Tonight Brigadier Duff Smith had driven his Bentley at alarming speeds to reach Bletchley. He could have phoned, but he wanted to be there when—or if—the message he awaited came in. Smith had stood at the shoulder of a young rating from Newcastle for an hour, watching a silent radio receiver until nervous tension got the better of him. He was about to give up and drive back to London when a staccato of Morse dots and dashes filled the tiny room.

“That’s him, sir,” said the rating with controlled excitement. “PLATO. I don’t even need to hear his identifying group. I know his fist like Ellington’s piano.”

Brigadier Smith watched the young man copy down the groups as they came through. They came in three short sets. When the radio fell silent, the rating looked up with a puzzled expression.

“That’s it, sir?”

“I won’t know until you decode it. How long were they on the air, Clapham?”

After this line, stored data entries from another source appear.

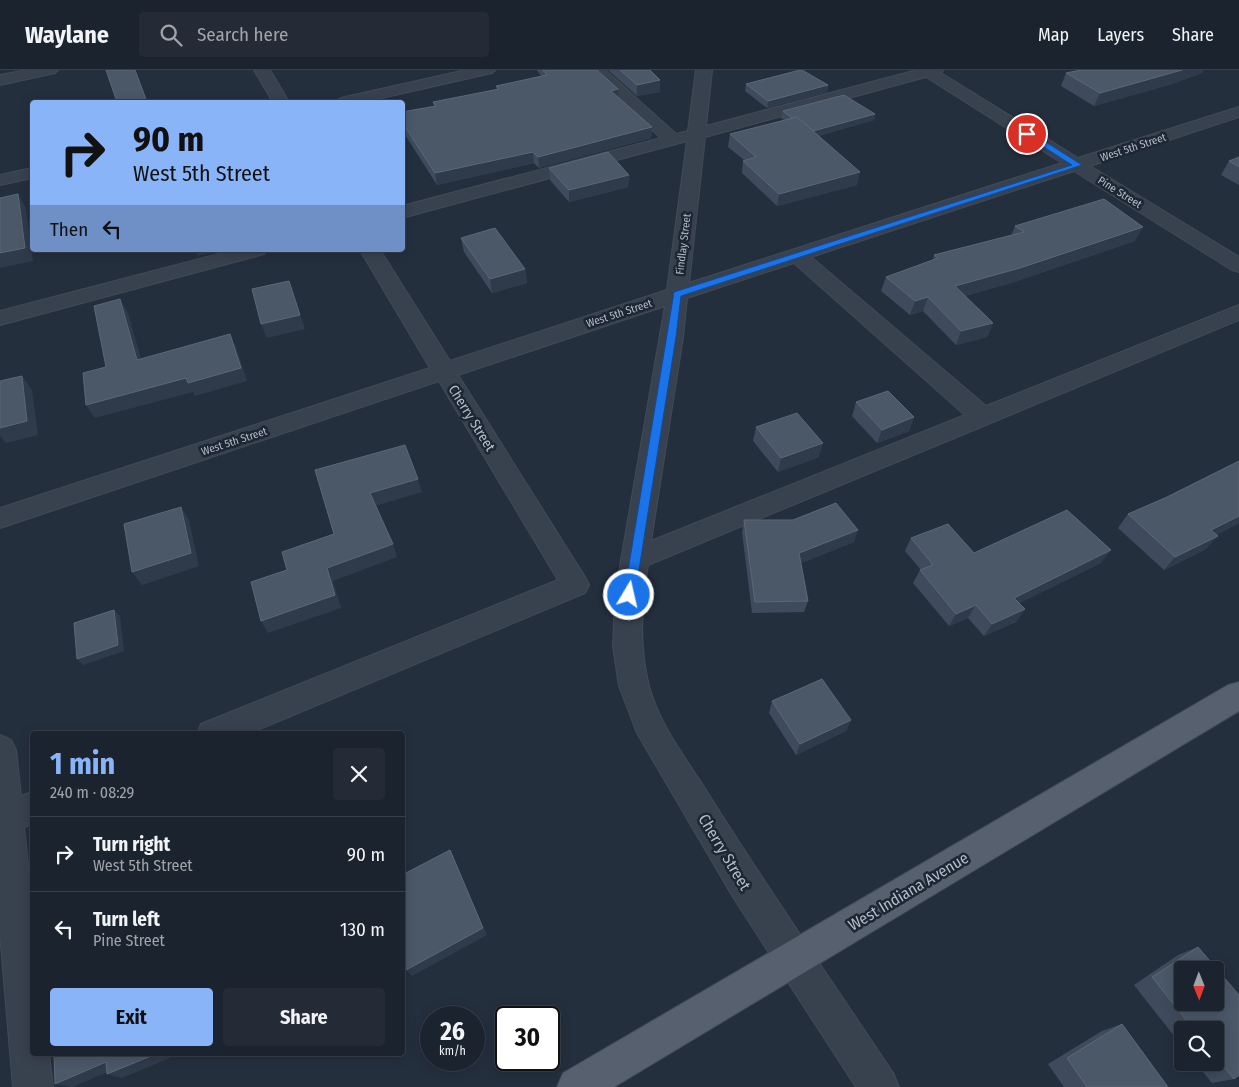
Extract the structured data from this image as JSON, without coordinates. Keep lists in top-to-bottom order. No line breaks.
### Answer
{"streets":{"main road":["West Indiana Avenue"],"street":["West 5th Street","Pine Street","Findlay Street","Cherry Street"]},"crossings":[["West 5th Street","Pine Street"],["West 5th Street","Findlay Street"],["West 5th Street","Cherry Street"],["Findlay Street","Cherry Street"],["Cherry Street","West Indiana Avenue"]],"north":"bottom","page":{"header":"Waylane","search":"Search here","nav":["Map","Layers","Share"],"turn":["90 m","West 5th Street"],"then":"Then","heading":["1 min","240 m · 08:29"],"list":[{"name":"Turn right","note":"West 5th Street","value":"90 m"},{"name":"Turn left","note":"Pine Street","value":"130 m"}],"buttons":["Exit","Share"],"speed":"26 km/h","limit":"30"}}
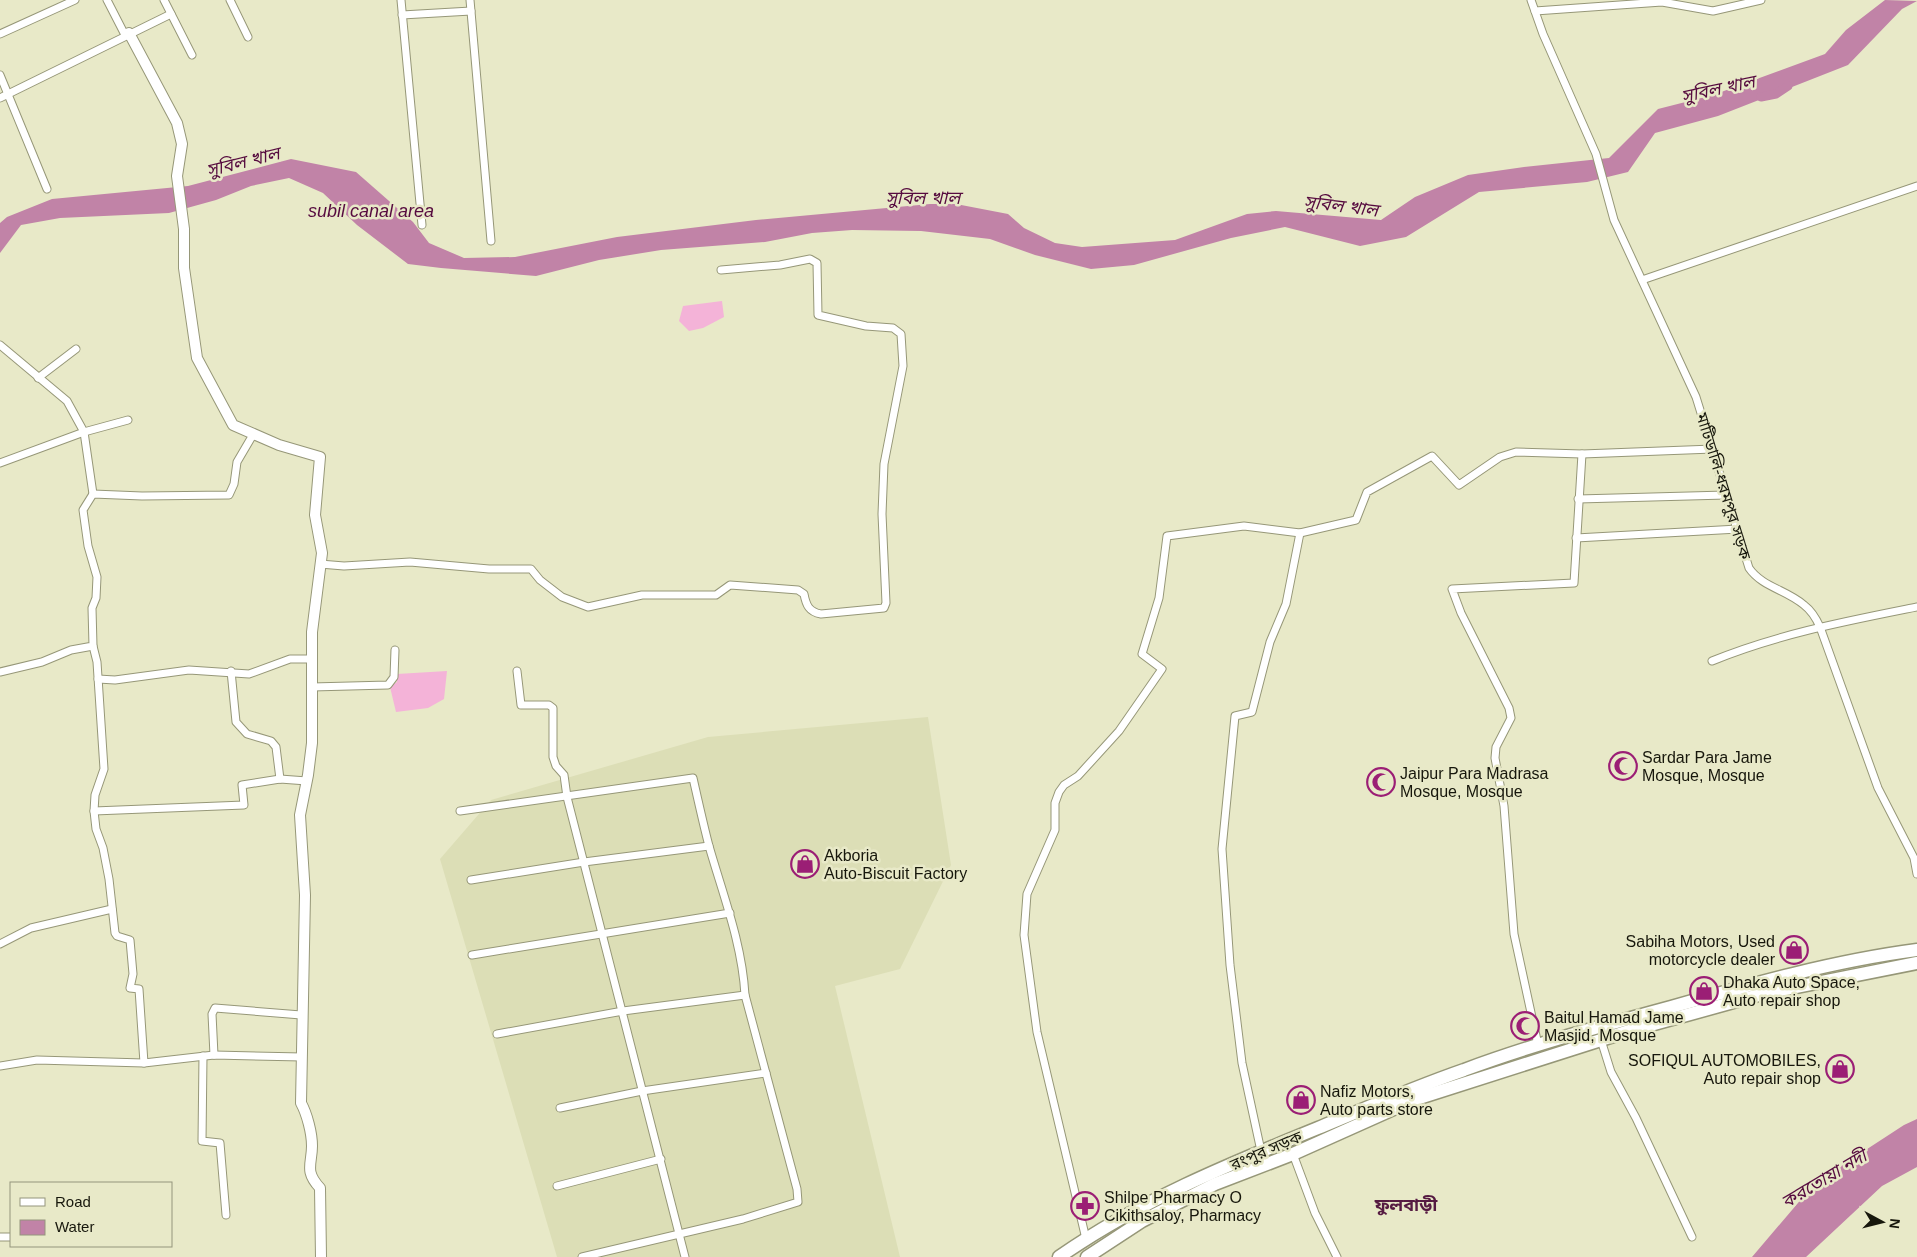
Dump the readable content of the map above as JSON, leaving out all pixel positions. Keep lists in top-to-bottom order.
{
  "streets": {
    "highway": ["রংপুর সড়ক"],
    "street": ["মাটিডালি-ধরমপুর সড়ক"]
  },
  "districts": ["ফুলবাড়ী"],
  "water": ["সুবিল খাল", "subil canal area", "করতোয়া নদী"],
  "places": {
    "mosque": ["Sardar Para Jame Mosque, Mosque", "Jaipur Para Madrasa Mosque, Mosque", "Baitul Hamad Jame Masjid, Mosque"],
    "shop": [
      "Akboria Auto-Biscuit Factory",
      "Sabiha Motors, Used motorcycle dealer",
      "Dhaka Auto Space, Auto repair shop",
      "SOFIQUL AUTOMOBILES, Auto repair shop",
      "Nafiz Motors, Auto parts store"
    ],
    "pharmacy": ["Shilpe Pharmacy O Cikithsaloy, Pharmacy"]
  },
  "legend": ["Road", "Water"],
  "north": "right"
}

“I’d say about fifty-five seconds, sir. Plays that Morse key like a musician, PLATO does. A bloody artist.”

Smith looked at his watch. “I make it fifty-eight seconds. Good show. The Poles are the best at this game, bar none. Decode that lot right now.”

“Right, sir.”

One minute later, the rating tore off a sheet of notepaper and handed it to the SOE chief. Smith read what he had written:

Wrapped steel winch cable, due to copper shortage.

Diameter 1.7 cm. Ten pylons. 609 meters.

Slope 29 degrees. 6 wires. 3 live, 3 dead.

Brigadier Smith laid the notepaper on a table and pulled a different sheet from his pocket. He consulted some figures that had been scrawled there earlier in the week by a brilliant British engineer. The rating saw the brigadier’s hand stiffen, then crumple the sheet of paper in his hand.

“By God, it could work,” Smith said softly. “That woman is gold in the bank. It could work.” He carefully placed both pieces of paper in the inside pocket of his jacket, then took his cap from the table. “Good work, Clapham.”

Smith laid a hand on the rating’s shoulder and said, “From now on, all transmissions from source PLATO will be passed under the name SCARLETT. SCARLETT with two “T’s.”

“As in Gone with the Wind, sir?”

“Right.”

“Noted.” The young rating grinned. “Nice to know the Jerries are short of a few things too, eh?”

Duff Smith paused at the door and looked back thoughtfully. “They’ll never know what that missing copper cost them, Clapham.”